> **ASSIGNMENT**: How many of the lines below contain "label"? Reply with only that figure.

BEGIN LISTED RECORDS

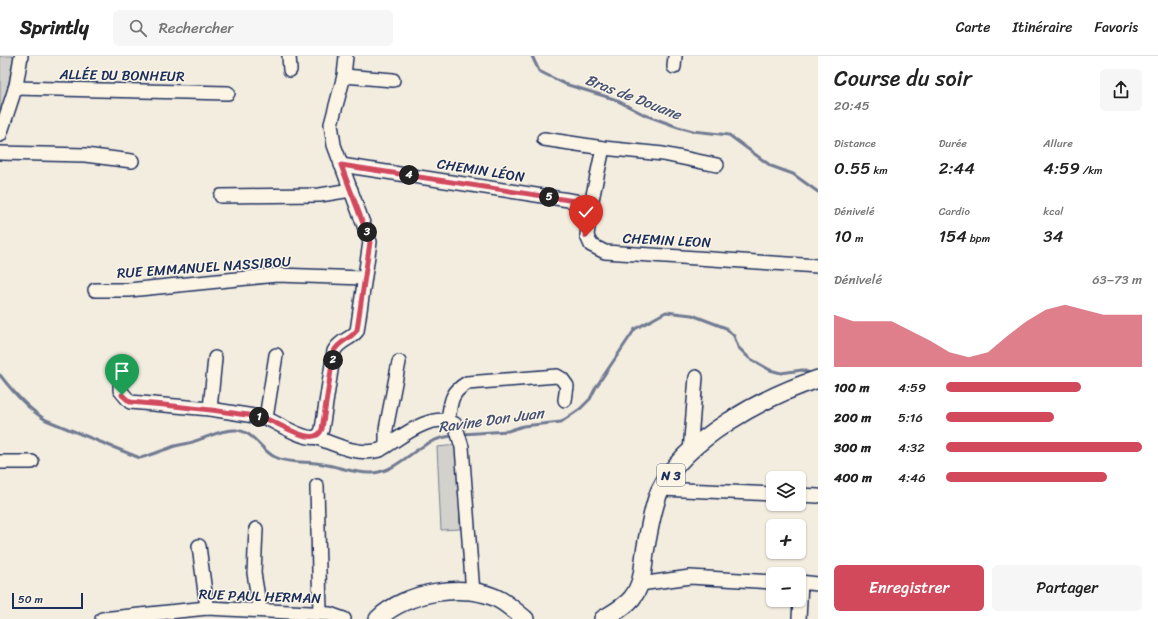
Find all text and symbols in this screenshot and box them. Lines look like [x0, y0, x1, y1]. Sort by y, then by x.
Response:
search box [113, 10, 393, 46]
text: Sprintly [20, 11, 89, 44]
text: Rechercher [159, 15, 234, 41]
text: Carte [956, 15, 991, 40]
text: Itinéraire [1013, 15, 1072, 40]
text: Favoris [1094, 15, 1138, 40]
icon: search [127, 17, 149, 39]
text: Course du soir [834, 59, 972, 98]
street label: ALLÉE DU BONHEUR [58, 62, 185, 89]
water label: Bras de Douane [581, 67, 686, 128]
button: share [1100, 69, 1142, 111]
text: 20:45 [834, 94, 870, 117]
text: Distance [834, 134, 876, 153]
text: Durée [939, 134, 967, 153]
text: Allure [1043, 134, 1073, 153]
street label: CHEMIN LÉON [435, 151, 527, 190]
text: 0.55 [834, 153, 871, 183]
text: 2:44 [939, 153, 975, 183]
text: 4:59 [1043, 153, 1080, 183]
text: km [871, 161, 888, 180]
text: /km [1080, 161, 1103, 180]
pin: 4 [399, 165, 419, 185]
text: 4 [406, 165, 412, 184]
pin: 5 [539, 187, 559, 207]
text: 5 [546, 187, 552, 206]
pin [569, 195, 603, 236]
icon: check [575, 201, 597, 223]
text: Dénivelé [834, 202, 875, 221]
text: Cardio [939, 202, 970, 221]
text: kcal [1043, 202, 1063, 221]
text: 10 [834, 221, 852, 251]
text: 154 [939, 221, 967, 251]
text: 34 [1043, 221, 1063, 251]
pin: 3 [357, 222, 377, 242]
text: 3 [364, 222, 370, 241]
street label: CHEMIN LEON [622, 226, 712, 255]
text: m [852, 229, 863, 248]
text: bpm [967, 229, 990, 248]
street label: RUE EMMANUEL NASSIBOU [116, 249, 293, 286]
text: Dénivelé [834, 268, 882, 291]
text: 63–73 m [1092, 268, 1142, 291]
pin: 2 [323, 350, 343, 370]
text: 2 [330, 350, 336, 369]
pin [105, 354, 139, 395]
icon: arrive [111, 360, 133, 382]
text: 100 m [834, 376, 869, 399]
text: 4:59 [898, 376, 926, 399]
water label: Ravine Don Juan [437, 399, 547, 440]
text: 200 m [834, 406, 871, 429]
text: 5:16 [898, 406, 923, 429]
pin: 1 [249, 407, 269, 427]
text: 1 [257, 407, 261, 426]
text: 300 m [834, 436, 871, 459]
text: 4:32 [898, 436, 925, 459]
road number: N 3 [657, 464, 685, 486]
text: 400 m [834, 466, 872, 489]
text: 4:46 [898, 466, 926, 489]
map controls [766, 471, 806, 607]
button: layers [766, 471, 806, 511]
button: + [766, 519, 806, 559]
button: Enregistrer [834, 565, 984, 611]
button: Partager [992, 565, 1142, 611]
button: − [766, 567, 806, 607]
street label: RUE PAUL HERMAN [198, 582, 322, 611]
text: 50 m [18, 590, 43, 609]
scale bar [12, 591, 83, 610]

END LISTED RECORDS

> **RESPONSE BOX**: 7